I heard a recommendation for “How to Do Nothing: Resisting the Attention Economy” on a podcast sometime in mid-February. After reading parts both before and after the pandemic hit, I think it has important ideas for the interested reader. The book is about reclaiming human experiences from online efforts such as Facebook or Twitter to grab our attention.
The book's genre is somewhere between long-form essay on modern life, memoir and academic thesis. I use each of those terms mostly as a compliment. The book amounts to a description of Jenny Odell's efforts to discover the world surrounding her. In a simple example, she describes solitary visits to a public garden, observing the plants and birds in new ways.
Later, she describes going to a concert that included pieces written by John Cage. He, somewhat famously, wrote a “piano” piece where the musician plays nothing for about four and a half minutes. The author describes how listening to the music forced the audience to be more aware of everyone around them. As she walked home, she then described all the street sounds she heard for the first time.
The way the author smoothly moves among these topics – biology, modern music and urban living – is impressive. She has thought deeply about these ideas and connected them in ways that make me feel like she is largely right.
Odell has perhaps the best biography I have ever read on a book jacket. She is an art professor at Stanford. More importantly, an earlier job was as an artist-in-residence at the San Francisco dump. If I had ever done anything that cool, I would brag about it for the rest of my life.
In a long passage, she describes a philosophy called bio-regionalism, in which people try to self-identify using their surrounding geology. For example, I could describe myself as living near the joining of the St. Marys, St. Joseph and Maumee rivers instead of from Fort Wayne. She describes a slow discovery of a small river (creek? ditch? stream?) near her childhood home.
In my charitable moments, these portions felt like an honest, insightful memoir.

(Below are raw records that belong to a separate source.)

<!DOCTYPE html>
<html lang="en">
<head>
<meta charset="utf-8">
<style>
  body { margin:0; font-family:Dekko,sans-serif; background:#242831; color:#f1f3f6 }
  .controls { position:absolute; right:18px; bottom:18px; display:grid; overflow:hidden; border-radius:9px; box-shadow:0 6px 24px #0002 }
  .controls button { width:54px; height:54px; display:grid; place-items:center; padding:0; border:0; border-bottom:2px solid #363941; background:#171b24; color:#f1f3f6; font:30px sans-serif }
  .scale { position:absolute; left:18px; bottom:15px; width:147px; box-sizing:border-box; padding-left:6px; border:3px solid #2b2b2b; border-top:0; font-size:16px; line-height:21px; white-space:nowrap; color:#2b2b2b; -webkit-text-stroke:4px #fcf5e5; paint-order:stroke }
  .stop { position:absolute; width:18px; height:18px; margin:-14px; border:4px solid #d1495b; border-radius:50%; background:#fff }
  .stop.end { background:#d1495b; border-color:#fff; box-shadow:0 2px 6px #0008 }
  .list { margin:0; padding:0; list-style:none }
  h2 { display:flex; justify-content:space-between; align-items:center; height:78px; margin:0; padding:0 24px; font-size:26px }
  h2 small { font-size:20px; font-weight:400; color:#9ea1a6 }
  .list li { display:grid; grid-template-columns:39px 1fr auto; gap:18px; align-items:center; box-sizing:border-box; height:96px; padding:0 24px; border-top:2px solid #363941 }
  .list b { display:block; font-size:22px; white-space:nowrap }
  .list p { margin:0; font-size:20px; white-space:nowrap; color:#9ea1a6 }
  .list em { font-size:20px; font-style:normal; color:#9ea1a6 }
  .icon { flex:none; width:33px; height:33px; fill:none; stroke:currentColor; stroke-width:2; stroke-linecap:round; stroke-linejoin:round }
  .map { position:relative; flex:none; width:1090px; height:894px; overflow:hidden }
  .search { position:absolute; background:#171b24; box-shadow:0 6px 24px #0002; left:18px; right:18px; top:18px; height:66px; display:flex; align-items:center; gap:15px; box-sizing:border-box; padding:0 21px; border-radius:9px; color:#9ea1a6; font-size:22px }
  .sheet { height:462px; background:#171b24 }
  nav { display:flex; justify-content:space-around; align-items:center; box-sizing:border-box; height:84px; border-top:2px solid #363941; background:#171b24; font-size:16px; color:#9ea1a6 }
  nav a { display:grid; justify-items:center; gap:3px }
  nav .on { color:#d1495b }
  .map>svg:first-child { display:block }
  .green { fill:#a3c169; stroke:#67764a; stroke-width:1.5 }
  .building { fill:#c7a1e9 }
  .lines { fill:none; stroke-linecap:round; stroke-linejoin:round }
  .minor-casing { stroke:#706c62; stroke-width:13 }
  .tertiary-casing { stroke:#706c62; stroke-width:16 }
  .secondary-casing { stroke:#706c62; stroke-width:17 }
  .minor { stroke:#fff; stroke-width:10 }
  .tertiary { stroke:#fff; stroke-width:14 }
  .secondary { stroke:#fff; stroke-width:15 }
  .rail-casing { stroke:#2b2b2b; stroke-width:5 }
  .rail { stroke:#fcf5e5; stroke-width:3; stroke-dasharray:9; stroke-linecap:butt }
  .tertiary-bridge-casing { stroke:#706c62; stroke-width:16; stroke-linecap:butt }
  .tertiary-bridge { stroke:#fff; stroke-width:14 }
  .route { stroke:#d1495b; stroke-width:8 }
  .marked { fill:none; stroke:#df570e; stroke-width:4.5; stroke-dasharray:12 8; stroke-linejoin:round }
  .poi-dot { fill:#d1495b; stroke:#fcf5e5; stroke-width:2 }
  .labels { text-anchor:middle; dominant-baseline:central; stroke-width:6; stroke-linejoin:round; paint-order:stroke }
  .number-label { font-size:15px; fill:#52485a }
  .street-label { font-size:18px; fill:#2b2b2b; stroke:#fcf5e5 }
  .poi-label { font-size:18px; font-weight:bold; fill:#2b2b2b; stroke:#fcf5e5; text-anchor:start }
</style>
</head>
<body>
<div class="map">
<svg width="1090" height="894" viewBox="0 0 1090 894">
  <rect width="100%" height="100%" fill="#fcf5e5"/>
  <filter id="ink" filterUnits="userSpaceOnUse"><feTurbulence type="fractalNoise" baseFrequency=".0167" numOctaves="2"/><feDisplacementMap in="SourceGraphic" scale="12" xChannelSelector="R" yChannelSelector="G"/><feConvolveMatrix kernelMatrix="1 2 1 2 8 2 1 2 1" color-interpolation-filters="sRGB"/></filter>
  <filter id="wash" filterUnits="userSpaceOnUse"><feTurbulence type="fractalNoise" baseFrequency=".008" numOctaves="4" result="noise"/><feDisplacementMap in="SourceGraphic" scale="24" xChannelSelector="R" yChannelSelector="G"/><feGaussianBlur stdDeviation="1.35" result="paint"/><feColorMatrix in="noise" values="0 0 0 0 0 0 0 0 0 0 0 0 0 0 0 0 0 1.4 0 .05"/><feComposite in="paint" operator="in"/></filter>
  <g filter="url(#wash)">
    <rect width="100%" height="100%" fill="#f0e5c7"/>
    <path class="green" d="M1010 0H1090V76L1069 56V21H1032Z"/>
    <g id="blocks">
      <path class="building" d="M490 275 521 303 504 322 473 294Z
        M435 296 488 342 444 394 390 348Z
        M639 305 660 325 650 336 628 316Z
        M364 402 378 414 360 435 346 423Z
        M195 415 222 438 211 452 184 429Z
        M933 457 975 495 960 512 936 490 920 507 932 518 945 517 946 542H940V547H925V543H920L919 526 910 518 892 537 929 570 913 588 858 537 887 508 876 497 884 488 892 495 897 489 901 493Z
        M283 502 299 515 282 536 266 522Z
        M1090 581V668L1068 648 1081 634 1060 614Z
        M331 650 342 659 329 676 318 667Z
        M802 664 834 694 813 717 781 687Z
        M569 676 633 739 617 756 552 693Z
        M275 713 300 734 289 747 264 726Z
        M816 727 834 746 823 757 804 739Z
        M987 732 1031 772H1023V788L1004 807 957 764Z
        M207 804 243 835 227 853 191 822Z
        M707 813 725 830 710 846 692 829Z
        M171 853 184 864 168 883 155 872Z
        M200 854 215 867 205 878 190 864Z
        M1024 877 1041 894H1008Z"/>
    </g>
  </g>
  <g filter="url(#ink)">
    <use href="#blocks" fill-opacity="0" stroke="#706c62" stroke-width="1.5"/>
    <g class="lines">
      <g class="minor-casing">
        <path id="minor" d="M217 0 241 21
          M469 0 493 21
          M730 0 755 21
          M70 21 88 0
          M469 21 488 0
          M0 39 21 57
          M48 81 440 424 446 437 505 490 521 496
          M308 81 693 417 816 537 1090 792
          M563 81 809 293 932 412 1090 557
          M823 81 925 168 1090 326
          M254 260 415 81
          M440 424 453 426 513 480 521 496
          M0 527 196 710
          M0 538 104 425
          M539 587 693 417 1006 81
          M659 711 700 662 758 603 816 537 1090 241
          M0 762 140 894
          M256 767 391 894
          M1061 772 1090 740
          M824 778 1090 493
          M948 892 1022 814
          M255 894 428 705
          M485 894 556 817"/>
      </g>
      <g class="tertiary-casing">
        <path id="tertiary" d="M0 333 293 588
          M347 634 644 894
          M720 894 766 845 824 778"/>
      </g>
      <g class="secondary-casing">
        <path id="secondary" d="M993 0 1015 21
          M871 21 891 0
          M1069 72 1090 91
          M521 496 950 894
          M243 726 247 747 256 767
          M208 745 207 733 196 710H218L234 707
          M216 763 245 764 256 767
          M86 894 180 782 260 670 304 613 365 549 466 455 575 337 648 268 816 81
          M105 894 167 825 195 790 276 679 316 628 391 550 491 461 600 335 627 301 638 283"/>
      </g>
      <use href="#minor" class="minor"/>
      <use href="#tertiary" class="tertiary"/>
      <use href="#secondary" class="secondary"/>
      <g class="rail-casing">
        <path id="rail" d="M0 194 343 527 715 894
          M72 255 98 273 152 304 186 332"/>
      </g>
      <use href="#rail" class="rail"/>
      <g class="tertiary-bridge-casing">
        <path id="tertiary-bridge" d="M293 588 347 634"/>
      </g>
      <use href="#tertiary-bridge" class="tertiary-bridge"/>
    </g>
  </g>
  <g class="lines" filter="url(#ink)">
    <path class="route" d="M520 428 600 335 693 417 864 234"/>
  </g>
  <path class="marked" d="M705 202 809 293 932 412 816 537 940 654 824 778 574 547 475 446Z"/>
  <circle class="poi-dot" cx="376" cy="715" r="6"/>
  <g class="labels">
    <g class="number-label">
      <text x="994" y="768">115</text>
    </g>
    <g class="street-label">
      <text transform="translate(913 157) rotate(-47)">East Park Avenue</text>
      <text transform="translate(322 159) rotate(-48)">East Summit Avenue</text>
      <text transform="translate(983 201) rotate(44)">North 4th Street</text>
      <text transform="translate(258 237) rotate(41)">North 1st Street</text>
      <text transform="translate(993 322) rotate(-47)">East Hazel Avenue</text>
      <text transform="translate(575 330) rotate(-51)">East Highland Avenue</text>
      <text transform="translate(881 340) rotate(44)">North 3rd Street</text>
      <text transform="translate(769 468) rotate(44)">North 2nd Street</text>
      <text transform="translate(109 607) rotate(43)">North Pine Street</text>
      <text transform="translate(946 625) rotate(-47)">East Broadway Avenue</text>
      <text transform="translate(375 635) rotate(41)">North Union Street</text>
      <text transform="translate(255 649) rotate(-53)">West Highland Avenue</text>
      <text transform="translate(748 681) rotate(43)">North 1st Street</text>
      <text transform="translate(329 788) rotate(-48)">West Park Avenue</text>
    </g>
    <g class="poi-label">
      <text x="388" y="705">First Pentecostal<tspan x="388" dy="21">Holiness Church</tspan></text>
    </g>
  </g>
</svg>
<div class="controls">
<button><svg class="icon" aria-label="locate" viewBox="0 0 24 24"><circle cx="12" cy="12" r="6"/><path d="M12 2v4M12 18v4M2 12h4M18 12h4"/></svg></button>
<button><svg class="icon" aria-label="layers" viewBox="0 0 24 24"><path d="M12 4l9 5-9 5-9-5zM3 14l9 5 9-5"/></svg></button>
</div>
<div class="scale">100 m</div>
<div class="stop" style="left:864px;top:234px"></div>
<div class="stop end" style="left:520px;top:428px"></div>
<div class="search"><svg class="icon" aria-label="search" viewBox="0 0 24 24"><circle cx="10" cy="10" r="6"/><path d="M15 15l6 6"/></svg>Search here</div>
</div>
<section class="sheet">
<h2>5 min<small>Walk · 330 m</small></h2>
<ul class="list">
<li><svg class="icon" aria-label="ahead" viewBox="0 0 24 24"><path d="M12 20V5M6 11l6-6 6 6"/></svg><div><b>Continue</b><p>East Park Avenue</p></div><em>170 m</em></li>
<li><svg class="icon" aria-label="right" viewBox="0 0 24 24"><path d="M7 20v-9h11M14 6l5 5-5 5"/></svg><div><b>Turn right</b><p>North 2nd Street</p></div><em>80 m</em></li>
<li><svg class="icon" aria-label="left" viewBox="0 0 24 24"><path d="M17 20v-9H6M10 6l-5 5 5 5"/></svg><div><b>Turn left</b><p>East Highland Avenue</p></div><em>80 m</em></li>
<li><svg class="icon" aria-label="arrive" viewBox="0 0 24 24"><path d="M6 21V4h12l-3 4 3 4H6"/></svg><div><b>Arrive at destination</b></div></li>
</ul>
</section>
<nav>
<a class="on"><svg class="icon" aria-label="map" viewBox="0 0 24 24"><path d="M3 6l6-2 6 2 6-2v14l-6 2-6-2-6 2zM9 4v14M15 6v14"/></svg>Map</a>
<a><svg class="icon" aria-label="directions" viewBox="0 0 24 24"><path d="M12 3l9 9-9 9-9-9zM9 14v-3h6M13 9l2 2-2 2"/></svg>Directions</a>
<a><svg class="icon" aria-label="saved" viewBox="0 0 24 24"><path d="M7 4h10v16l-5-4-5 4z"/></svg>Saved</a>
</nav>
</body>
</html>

The author was discovering the world around her and writing an honest description. In my uncharitable moments, these portions also felt like a person discovering biology is more than a high-school textbook. There is a reason people become scientists and study environmental biology for their careers. In brief moments, she seems to dismiss the personal experiences of scientists as if scientists don't have interior lives or fulfilling, personal relationships with the subjects they study.
The charitable moments, however, far outweigh the uncharitable ones. Odell describes discovering that a large fraction of the rainwater in her area comes from an atmospheric river that starts near the Philippines, where her mother lives. Her reaction to this discovery was surprising. She put a container outside and collected water for awhile. She then used the water with simple dyes to make a watercolor painting of the Filipino national flower and sent it to her mother. That is exactly the sort of thinking I love reading about.
A larger portion of the book, however, deals with our lives online. I have no idea how well these sections would read in our current era of quarantine and Zoom-work, Zoom-dates and Zoom-family meetings. Two ideas she highlights strike me as fundamentally correct.
First, the push toward personal branding online is unhealthy. She describes the slow evolution of her Spotify account (a streaming music service) toward a single type of song. She is basically correct that a personal brand relies on the idea that a brand does not change. McDonald's and Coke are somewhat famous for being nearly the same everywhere and all the time. A person should not be like that. A person should change, have different moods and, for example, enjoy different music that can often be hard to explain.
Second, she describes how most social media collapse any social context around a conversation. Twitter is perhaps the worst offender. Tweets, limited to 280 characters, prevent any ideas from being understood within a social context. The people speaking and listening, the history of each person's experiences – all of that is gone.
Her reaction is to refuse to engage. She manages the balance of not being anti-technology, but instead really examining the effect each specific technology has on our human experiences. I have not read anyone with a deeper insight on the topic.
I hesitate to make a blanket recommendation of this book to anyone, however. At times the writing can be excessively academic, in the bad way. Working through that layer to get at the author's ideas can be frustrating at points. If the ideas are interesting and probably basically right, as they are in this case, it is worth the frustration.
Christer Watson, of Fort Wayne, is a professor of physics at Manchester University. Opinions expressed are his own. He wrote this column for The Journal Gazette, where his columns normally appear the first and third Tuesday of each month.